Do you mind PM'ing me what company you got your insurance through and who you went through to get the policy? Thanks!


----------



## fmartin_gila (May 15, 2011)

hogrider said:


> None of my business, but I do think you should sort that out, not so much for your own cover, but should you be involved in an accident causing death or injury to a third party.


The required minimum insurance does cover third party liability. It will not reimburse yourself foryour loss, only other persons/things.

Does seem to be about the standard price as mine was P610.

Fred


----------



## magsasaja (Jan 31, 2014)

fmartin_gila said:


> The required minimum insurance does cover third party liability. It will not reimburse yourself foryour loss, only other persons/things.
> 
> 
> Fred


In theory it is does, however in practice it is worthless.


----------



## hogrider (May 25, 2010)

HondaGuy said:


> Do you mind PM'ing me what company you got your insurance through and who you went through to get the policy?
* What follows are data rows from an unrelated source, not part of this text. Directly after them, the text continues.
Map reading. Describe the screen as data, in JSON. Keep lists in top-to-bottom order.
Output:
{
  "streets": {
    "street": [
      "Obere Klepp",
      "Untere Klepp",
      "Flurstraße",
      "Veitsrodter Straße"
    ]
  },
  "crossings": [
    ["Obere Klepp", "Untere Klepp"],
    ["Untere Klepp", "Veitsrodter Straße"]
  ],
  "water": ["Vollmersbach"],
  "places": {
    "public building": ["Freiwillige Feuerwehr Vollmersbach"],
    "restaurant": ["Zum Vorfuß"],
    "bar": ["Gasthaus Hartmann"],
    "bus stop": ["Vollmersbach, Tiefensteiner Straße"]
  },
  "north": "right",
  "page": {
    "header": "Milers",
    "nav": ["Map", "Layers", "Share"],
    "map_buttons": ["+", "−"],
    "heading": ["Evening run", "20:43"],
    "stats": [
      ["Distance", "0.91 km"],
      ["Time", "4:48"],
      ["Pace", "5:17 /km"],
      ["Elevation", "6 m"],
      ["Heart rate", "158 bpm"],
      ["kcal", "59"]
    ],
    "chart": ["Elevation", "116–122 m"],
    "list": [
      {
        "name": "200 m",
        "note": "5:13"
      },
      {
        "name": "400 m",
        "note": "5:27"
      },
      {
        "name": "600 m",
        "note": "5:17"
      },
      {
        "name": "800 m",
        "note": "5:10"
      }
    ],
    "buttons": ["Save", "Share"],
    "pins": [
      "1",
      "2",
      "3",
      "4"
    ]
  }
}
Thanks!


PM sent, I went straight to their office in Davao City. Took about 20 min in all to arrange. I chose this company based on a recommendation of my builder. He uses the company himself.


----------



## JoshBlue82 (Mar 25, 2018)

Does anyone have any idea pprox what coverage would cost on a 2 bedroom condo in makati, i paid about 9m for. Looking for the best coverage possible.Thanks


----------



## bigpearl (Jan 24, 2016)

hogrider said:


> PM sent, I went straight to their office in Davao City. Took about 20 min in all to arrange. I chose this company based on a recommendation of my builder. He uses the company himself.


Hey Dave, Does this company have branches through out PH? Do they also do comprehensive insurance for motor vehicles?
Could you PM me the company details and I will check them out. 
Our bank, BDO does house insurance but knowing how slow they can be I hesitate to see them at this stage.

Cheers, Steve.


----------



## Gary D (Oct 28, 2013)

Be very wary of agents, always go to a branch or main office, agents have been known to pocket your premium and if you claim the company will just shrug their shoulders. You could try and sue the agent but they won't have any money so you loose.


----------



## hogrider (May 25, 2010)

bigpearl said:


> Hey Dave, Does this company have branches through out PH? Do they also do comprehensive insurance for motor vehicles?
> Could you PM me the company details and I will check them out.
> Our bank, BDO does house insurance but knowing how slow they can be I hesitate to see them at this stage.
> 
> Cheers, Steve.


Hi Steve, pm sent
Cheers


----------



## Asian Spirit (Mar 1, 2010)

*Moderator Note*

Guys,,,,,, If someone is asking for information for a business or type of business it *IS* ok to list the company name including links in open forum..


----------



## hogrider (May 25, 2010)

OK then, with mods blessing, the insurance company I went with is UCPB Gen
https://www.ucpbgen.com
No affiliation with them at all, and I haven't had cause to make any claim or test them out in any way. I chose them based on the personal recommendation of my house builder.


----------